▶ [PROBLEM STATEMENT] Report all lines from the entries below in which "bottom" appears.

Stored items

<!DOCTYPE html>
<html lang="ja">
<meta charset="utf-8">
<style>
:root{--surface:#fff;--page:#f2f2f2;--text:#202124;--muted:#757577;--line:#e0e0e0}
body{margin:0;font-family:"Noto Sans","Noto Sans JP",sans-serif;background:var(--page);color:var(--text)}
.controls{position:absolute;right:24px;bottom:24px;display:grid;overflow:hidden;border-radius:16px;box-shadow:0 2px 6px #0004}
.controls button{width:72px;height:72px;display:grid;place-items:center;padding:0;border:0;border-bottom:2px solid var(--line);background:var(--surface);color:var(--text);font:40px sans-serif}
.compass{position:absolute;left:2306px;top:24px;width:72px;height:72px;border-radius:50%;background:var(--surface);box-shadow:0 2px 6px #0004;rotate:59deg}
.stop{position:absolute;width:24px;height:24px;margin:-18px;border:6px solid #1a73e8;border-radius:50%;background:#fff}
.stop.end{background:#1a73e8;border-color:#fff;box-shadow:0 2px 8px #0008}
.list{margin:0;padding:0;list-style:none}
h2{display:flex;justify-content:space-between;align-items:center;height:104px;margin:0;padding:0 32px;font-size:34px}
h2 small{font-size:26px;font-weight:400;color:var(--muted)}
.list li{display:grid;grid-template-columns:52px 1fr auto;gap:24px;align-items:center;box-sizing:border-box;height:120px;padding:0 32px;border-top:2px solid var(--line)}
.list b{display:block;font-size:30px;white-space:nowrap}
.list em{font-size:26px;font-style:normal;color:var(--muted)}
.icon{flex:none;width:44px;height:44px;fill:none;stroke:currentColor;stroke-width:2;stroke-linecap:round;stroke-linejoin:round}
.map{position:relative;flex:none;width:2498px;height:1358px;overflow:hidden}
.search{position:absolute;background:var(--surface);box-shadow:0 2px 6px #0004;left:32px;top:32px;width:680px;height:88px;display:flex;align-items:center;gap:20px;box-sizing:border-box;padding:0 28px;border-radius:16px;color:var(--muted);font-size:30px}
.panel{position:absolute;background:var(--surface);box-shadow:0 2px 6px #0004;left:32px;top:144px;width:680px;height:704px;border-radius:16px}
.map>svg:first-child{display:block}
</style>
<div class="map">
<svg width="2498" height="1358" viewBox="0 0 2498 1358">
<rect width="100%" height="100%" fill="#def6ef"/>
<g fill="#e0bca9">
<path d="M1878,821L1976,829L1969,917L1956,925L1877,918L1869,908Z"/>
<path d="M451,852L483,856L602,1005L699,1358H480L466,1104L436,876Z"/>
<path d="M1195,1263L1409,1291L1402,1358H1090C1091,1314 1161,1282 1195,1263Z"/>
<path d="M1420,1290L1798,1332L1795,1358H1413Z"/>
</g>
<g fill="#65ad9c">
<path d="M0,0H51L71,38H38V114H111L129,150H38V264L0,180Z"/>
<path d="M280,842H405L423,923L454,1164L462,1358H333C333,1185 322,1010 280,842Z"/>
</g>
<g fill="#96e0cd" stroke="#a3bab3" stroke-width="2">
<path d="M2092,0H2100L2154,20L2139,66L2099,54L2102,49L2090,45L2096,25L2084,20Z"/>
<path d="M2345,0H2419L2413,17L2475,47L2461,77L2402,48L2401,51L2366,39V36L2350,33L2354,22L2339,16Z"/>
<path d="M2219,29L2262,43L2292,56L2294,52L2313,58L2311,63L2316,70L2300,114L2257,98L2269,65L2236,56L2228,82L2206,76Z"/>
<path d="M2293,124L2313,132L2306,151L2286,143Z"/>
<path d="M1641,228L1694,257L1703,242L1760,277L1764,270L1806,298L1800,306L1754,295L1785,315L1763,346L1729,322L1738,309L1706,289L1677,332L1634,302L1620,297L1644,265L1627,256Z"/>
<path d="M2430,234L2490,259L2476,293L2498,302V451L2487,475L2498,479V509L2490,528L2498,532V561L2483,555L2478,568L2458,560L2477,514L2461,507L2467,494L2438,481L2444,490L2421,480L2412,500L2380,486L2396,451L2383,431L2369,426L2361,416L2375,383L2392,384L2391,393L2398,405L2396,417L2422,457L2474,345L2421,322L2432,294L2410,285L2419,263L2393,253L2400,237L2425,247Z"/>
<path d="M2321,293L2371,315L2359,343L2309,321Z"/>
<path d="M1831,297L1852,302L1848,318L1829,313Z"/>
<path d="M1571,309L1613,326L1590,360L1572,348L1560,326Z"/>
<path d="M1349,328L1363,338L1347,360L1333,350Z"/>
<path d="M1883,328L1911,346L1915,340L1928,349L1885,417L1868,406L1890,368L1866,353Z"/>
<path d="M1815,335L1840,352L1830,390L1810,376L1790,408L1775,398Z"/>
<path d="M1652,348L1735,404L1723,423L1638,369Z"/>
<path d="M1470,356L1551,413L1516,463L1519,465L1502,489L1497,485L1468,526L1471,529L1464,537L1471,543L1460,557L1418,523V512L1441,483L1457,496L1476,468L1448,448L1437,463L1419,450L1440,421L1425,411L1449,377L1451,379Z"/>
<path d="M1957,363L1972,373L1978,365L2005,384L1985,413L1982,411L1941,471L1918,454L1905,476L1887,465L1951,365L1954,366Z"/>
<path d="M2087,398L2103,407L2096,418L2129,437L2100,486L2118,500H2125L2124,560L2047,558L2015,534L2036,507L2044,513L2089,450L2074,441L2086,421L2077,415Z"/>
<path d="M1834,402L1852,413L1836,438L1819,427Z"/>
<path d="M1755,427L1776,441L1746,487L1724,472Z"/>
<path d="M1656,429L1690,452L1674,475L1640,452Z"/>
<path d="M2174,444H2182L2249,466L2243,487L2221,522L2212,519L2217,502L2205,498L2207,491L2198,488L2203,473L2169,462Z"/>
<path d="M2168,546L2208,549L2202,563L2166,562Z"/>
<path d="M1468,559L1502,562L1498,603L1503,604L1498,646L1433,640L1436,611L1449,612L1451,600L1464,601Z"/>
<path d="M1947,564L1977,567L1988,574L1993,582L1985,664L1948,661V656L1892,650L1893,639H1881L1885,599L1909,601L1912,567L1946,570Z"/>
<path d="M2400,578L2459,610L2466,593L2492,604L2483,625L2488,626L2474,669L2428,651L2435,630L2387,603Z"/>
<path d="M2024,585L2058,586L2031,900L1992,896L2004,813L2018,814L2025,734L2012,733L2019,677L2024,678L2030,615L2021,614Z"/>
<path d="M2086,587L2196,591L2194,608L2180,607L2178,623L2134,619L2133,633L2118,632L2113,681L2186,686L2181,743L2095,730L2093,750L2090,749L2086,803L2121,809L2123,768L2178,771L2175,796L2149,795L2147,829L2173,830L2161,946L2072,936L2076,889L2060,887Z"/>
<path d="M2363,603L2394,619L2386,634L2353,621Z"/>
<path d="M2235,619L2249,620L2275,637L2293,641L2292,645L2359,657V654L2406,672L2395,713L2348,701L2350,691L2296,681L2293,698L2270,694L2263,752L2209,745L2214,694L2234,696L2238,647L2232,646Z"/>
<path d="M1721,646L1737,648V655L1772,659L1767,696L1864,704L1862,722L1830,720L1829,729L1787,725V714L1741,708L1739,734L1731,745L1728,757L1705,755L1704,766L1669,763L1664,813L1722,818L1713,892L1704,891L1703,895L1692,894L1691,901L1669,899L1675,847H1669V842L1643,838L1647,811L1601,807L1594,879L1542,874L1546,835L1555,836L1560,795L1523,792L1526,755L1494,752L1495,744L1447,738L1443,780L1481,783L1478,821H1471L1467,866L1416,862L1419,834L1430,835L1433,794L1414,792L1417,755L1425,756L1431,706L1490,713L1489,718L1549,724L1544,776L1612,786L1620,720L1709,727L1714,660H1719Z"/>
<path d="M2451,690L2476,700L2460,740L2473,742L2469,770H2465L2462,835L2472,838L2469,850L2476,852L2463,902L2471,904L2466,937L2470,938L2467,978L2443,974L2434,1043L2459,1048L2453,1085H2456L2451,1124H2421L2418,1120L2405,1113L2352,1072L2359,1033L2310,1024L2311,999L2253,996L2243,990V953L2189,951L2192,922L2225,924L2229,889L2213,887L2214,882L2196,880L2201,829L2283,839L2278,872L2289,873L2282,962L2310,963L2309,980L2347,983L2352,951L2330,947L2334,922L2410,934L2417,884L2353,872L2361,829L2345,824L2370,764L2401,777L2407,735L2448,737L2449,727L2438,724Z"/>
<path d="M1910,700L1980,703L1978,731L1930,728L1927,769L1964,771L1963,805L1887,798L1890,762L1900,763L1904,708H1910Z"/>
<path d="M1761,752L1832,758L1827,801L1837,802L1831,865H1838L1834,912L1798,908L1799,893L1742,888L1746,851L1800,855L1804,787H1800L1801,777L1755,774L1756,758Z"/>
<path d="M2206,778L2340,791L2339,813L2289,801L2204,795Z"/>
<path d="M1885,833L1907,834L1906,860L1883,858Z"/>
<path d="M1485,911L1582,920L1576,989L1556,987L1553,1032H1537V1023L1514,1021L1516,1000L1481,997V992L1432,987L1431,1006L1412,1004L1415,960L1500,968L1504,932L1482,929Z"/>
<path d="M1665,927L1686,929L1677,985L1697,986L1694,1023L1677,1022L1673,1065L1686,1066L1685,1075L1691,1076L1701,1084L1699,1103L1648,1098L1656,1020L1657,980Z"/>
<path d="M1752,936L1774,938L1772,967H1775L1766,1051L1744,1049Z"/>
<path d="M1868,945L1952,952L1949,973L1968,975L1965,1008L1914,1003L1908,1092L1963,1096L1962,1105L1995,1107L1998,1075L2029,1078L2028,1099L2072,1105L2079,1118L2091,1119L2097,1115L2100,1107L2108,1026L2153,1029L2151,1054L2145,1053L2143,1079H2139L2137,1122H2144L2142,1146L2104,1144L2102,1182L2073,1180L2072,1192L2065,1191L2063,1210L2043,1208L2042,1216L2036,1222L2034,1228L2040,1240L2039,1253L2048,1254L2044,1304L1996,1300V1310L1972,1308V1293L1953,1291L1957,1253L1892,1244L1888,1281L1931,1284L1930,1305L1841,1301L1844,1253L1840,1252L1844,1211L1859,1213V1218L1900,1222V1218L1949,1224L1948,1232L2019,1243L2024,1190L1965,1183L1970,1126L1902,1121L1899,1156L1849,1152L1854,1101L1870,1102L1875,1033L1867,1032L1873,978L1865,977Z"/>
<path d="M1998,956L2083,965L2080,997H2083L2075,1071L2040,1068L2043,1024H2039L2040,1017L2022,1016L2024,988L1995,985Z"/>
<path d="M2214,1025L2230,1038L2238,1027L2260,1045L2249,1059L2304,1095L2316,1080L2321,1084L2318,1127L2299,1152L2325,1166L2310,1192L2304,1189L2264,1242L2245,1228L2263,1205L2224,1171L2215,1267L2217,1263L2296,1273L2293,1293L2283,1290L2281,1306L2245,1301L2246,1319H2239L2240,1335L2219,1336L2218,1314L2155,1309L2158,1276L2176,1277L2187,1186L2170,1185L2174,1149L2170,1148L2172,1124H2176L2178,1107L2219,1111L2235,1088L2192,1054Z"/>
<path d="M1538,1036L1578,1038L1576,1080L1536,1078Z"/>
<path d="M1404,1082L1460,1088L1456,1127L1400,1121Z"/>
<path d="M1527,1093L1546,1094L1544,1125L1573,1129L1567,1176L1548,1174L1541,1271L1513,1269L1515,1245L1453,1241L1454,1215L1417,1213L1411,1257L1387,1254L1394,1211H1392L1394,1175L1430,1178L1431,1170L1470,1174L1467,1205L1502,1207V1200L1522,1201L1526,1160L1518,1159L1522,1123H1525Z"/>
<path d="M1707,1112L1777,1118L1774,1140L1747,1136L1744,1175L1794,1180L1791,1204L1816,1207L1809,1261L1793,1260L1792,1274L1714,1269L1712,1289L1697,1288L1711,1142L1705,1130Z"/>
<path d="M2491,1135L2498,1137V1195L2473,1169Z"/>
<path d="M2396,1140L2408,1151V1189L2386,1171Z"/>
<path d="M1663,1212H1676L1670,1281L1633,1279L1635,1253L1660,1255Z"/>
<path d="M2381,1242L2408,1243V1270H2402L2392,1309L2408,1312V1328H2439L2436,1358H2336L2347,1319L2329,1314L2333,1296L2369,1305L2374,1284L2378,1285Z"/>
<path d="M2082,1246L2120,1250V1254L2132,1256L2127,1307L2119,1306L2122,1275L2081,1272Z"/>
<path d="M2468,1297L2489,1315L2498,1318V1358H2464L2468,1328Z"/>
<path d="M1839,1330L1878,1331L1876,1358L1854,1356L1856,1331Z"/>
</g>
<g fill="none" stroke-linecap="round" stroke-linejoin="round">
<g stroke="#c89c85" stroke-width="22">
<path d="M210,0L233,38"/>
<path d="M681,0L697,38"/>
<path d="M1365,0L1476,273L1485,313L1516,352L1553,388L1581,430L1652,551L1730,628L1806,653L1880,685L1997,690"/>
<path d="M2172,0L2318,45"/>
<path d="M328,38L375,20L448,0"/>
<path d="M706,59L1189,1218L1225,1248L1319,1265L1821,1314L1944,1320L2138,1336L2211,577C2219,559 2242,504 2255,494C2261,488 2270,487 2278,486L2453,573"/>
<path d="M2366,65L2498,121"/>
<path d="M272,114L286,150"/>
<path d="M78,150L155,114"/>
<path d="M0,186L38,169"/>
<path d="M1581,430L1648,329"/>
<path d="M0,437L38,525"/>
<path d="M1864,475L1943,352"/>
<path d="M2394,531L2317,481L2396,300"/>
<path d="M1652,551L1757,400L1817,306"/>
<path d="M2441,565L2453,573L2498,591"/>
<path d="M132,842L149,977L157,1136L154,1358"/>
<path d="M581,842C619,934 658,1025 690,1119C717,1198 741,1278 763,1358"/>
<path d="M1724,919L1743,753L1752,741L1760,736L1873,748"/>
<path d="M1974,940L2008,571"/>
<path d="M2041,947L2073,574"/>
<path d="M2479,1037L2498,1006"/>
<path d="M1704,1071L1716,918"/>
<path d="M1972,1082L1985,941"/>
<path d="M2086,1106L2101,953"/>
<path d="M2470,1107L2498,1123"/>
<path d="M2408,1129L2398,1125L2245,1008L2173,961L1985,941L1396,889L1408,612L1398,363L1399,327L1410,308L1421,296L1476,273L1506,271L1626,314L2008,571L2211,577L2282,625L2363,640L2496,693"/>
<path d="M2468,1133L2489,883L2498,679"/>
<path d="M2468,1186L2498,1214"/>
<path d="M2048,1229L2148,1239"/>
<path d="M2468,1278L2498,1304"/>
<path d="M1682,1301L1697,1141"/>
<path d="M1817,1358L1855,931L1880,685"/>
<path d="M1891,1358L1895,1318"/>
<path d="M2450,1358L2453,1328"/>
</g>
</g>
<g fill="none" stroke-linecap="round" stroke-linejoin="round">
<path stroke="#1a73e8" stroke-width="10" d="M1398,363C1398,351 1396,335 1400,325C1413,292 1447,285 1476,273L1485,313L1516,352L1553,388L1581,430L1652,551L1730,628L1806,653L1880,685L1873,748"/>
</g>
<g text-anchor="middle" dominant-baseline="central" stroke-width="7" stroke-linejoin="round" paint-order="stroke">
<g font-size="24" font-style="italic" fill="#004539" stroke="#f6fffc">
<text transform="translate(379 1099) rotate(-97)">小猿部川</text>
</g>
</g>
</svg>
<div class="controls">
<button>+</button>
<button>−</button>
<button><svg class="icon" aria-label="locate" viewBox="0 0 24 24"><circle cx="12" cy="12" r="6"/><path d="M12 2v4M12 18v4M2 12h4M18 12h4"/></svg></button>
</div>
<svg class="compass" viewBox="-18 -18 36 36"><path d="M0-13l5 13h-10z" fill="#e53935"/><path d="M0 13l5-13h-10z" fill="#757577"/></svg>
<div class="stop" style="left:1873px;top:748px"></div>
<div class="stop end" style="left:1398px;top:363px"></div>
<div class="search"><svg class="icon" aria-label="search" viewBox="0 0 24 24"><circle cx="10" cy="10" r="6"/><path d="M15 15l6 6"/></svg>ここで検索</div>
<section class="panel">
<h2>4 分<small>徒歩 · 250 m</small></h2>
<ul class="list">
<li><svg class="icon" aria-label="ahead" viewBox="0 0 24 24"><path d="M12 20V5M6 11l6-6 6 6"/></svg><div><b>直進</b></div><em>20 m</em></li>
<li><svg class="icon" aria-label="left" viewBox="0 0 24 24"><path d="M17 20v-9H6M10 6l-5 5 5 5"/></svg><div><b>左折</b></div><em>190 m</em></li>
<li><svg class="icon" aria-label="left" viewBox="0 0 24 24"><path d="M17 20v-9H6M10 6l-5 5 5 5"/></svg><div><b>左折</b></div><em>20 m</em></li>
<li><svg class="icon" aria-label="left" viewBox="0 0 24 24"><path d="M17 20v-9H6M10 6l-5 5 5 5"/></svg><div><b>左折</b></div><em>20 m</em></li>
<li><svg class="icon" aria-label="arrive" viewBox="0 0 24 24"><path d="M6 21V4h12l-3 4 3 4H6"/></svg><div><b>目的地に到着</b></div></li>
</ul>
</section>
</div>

▶ [RESPONSE AREA]
.controls{position:absolute;right:24px;bottom:24px;display:grid;overflow:hidden;border-radius:16px;box-shadow:0 2px 6px #0004}
.controls button{width:72px;height:72px;display:grid;place-items:center;padding:0;border:0;border-bottom:2px solid var(--line);background:var(--surface);color:var(--text);font:40px sans-serif}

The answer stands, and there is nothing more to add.